Sophomores Pirron and Rachel Kuhr started against Prairie Ridge, while their classmate Frankie Nasca came off the bench in the second half to score 9 points, including a 3-pointer, on 4-of-5 shooting. Nasca usually starts but missed a couple of practices last week due to a wedding, Bennett said. Another promising sophomore, Vanessa DiVincenzo, has been sidelined due to an injury.

"We definitely struggled last year," Grant said. "I think we've improved more than our record is showing. Last year there were a lot of games where it was over in the first half. This year we're playing tight games. I think we just need to work on finishing."

Center Maddie Drain led Prairie Ridge with 17 points, 6 rebounds and 2 blocked shots. The 6-3 senior is a three-sport star for the Wolves.

"Their big girl is hard to guard," Bennett said. "We don't really zone, and I don't know if that would have helped anyway. Even if you had a zone, you would have to put two players in front and back of her, and they'd just throw it over the top of you."

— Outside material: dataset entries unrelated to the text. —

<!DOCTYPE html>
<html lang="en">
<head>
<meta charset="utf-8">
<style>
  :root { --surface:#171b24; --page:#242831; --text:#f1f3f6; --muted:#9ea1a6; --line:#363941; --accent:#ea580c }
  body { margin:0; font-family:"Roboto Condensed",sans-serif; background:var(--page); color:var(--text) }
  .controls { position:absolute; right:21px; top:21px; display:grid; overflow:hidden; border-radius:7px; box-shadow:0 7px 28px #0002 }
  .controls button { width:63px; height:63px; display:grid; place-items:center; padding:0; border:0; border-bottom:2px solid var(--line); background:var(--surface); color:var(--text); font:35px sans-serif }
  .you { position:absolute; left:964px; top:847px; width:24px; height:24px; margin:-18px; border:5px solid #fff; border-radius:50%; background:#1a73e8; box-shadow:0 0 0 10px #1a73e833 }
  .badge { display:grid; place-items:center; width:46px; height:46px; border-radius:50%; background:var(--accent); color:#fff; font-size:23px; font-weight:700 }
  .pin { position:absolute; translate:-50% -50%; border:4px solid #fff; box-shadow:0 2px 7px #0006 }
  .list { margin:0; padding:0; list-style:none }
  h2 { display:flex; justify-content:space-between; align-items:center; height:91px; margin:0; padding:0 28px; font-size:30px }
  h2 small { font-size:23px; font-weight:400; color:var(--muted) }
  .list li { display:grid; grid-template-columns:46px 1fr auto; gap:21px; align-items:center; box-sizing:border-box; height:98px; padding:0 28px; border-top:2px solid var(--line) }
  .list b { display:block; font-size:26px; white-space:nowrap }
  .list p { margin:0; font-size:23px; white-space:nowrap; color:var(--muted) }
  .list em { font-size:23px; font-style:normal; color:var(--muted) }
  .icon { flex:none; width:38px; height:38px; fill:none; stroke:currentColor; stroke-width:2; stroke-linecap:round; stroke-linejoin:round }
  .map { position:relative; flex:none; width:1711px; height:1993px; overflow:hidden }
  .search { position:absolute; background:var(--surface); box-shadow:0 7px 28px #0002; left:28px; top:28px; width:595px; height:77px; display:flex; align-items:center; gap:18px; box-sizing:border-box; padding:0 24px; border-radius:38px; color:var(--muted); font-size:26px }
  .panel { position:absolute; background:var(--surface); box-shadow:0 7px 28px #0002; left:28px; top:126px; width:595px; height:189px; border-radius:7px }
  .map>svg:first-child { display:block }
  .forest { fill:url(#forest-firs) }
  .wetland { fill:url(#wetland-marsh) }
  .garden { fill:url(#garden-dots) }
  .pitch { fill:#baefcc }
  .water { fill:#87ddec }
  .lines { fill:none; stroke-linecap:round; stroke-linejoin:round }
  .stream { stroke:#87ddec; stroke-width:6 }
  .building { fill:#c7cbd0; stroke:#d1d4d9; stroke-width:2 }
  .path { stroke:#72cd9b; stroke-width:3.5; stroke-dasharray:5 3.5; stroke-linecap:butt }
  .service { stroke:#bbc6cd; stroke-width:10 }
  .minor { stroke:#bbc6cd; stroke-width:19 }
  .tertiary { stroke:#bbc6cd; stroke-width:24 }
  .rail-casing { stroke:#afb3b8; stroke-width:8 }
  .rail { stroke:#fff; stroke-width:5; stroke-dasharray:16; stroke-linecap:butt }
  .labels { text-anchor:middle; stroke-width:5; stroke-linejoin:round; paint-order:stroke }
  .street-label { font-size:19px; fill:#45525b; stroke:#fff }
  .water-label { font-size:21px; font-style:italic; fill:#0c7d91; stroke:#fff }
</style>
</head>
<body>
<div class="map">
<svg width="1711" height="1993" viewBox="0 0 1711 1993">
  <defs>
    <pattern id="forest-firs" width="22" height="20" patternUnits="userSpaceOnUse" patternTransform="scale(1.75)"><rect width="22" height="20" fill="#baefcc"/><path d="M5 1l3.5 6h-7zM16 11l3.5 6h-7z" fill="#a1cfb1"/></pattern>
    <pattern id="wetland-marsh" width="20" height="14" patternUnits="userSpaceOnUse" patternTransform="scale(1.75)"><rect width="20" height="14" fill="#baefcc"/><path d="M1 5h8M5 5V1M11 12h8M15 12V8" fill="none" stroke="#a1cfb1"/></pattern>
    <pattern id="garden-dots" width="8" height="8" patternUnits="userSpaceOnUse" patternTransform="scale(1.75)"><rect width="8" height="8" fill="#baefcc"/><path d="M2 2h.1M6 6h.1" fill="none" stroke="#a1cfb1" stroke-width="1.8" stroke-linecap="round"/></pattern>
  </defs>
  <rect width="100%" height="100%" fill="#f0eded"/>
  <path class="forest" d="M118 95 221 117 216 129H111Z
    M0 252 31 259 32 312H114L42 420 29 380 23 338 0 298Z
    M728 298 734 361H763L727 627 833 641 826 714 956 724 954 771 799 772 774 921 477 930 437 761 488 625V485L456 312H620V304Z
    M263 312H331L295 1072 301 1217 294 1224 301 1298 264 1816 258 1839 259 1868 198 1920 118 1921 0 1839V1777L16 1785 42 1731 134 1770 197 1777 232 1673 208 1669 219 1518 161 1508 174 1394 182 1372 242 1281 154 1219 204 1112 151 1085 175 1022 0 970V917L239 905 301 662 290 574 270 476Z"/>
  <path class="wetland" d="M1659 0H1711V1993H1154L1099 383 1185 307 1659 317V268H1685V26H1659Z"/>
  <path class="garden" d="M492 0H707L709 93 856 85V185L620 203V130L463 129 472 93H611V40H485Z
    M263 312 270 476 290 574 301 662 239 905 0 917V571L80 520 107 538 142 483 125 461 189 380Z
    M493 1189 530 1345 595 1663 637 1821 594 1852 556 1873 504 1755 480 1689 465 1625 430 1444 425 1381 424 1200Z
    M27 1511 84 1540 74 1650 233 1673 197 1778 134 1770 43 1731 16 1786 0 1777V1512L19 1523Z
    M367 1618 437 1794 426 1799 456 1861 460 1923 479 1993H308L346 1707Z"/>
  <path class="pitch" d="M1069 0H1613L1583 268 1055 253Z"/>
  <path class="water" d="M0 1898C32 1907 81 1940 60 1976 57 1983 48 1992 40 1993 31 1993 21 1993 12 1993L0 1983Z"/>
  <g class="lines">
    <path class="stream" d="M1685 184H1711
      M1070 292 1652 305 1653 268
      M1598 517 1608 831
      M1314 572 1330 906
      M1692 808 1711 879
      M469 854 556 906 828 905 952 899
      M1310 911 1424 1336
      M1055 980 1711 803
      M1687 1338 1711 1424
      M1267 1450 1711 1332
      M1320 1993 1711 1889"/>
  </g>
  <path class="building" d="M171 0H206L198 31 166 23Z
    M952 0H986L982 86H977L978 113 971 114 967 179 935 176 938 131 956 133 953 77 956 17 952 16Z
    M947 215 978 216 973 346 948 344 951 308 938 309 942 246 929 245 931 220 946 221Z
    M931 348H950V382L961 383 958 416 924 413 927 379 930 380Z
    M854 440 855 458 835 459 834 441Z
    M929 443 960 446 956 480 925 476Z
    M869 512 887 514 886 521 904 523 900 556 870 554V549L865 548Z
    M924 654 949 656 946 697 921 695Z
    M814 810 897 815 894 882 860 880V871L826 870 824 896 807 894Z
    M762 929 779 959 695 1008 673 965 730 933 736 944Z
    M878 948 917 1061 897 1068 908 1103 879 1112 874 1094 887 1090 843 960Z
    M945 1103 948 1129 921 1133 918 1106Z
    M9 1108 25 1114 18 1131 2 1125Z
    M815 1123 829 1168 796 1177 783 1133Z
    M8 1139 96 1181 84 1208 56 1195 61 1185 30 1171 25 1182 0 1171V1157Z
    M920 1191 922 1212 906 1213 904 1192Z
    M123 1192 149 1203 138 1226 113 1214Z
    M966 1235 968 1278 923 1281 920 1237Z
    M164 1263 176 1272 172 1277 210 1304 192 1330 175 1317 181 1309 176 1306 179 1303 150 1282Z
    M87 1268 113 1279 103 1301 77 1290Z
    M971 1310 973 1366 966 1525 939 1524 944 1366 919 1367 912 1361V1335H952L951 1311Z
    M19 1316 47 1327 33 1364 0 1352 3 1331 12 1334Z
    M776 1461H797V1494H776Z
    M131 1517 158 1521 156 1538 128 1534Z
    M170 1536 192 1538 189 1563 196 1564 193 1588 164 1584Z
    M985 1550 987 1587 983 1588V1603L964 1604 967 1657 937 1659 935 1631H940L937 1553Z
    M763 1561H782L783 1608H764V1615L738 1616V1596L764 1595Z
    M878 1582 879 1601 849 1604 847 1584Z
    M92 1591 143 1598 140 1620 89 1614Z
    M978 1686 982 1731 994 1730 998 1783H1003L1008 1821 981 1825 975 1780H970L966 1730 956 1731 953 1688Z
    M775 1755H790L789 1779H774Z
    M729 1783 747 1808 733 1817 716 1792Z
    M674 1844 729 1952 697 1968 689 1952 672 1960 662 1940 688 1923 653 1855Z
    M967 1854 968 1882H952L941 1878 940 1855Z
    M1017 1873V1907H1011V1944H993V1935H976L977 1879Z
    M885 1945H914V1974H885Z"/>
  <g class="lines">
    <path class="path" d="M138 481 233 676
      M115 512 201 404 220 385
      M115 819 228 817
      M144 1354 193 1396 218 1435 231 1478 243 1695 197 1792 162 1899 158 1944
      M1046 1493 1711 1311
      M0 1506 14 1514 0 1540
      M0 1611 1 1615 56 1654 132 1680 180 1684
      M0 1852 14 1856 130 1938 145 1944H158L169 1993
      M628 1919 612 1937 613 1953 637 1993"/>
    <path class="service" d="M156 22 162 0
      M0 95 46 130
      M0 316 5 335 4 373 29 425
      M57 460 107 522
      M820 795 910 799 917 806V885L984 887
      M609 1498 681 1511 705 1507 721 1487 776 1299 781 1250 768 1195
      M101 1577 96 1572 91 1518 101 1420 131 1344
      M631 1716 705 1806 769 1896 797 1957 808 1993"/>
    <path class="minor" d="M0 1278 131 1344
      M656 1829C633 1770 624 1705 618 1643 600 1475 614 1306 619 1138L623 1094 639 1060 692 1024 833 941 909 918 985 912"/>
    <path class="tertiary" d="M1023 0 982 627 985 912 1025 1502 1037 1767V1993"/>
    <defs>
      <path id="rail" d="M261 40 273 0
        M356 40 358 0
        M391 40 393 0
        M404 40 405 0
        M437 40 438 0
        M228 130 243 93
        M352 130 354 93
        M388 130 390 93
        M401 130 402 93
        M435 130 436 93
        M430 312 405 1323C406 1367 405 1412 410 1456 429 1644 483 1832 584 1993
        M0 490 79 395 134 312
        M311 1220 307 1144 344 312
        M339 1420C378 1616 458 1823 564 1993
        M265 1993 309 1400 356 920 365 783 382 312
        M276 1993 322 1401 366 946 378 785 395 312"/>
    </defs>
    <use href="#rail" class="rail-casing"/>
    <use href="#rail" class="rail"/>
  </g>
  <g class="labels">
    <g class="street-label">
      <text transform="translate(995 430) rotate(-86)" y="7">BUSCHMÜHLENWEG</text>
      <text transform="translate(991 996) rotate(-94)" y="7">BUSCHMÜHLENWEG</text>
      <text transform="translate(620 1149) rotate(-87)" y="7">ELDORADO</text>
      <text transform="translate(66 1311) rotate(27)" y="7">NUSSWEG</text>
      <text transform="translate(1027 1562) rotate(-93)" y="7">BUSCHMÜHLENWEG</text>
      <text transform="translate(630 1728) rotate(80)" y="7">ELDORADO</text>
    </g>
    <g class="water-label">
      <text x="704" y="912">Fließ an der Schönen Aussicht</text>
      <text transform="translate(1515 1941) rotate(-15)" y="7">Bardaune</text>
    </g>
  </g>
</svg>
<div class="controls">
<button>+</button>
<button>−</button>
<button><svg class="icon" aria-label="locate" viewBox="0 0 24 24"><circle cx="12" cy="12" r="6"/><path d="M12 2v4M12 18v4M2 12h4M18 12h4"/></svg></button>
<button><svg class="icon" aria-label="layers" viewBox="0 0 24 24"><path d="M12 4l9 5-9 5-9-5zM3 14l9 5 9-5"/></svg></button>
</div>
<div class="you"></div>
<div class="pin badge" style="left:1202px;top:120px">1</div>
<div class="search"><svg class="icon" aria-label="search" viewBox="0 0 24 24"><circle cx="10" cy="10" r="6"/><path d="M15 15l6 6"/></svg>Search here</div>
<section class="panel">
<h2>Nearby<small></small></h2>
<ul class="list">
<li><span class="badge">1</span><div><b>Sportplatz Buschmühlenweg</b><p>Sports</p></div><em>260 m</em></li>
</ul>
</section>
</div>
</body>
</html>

A Bauman free throw had Lake Zurich within 19-17 late in the first half, before Prairie Ridge finished off the half with 2 free throws by Sarah Kilhoffer and a layup by Drain. The Wolves then started the second half with a 9-0 run, which ended with Grant's turnaround jumper, and increased their lead to 18 points late in the fourth.

Sarah LeBeau (three 3s) added 11 points. Drain shot 8 of 11 from the floor. On three occasions, the Wolves lobbed the ball over the net to her.

"They're taught to go to the basket and, if they can't get a nice look at the basket, go big. Which means go to Maddie," Prairie Ridge coach Rob Baker said of his players. "Our philosophy, too, is that a missed shot is not a big deal. We want to make sure we get a shot every time down the floor. If we have a missed shot, we got the biggest kid on the floor that's going to have a good chance to rebound the basketball."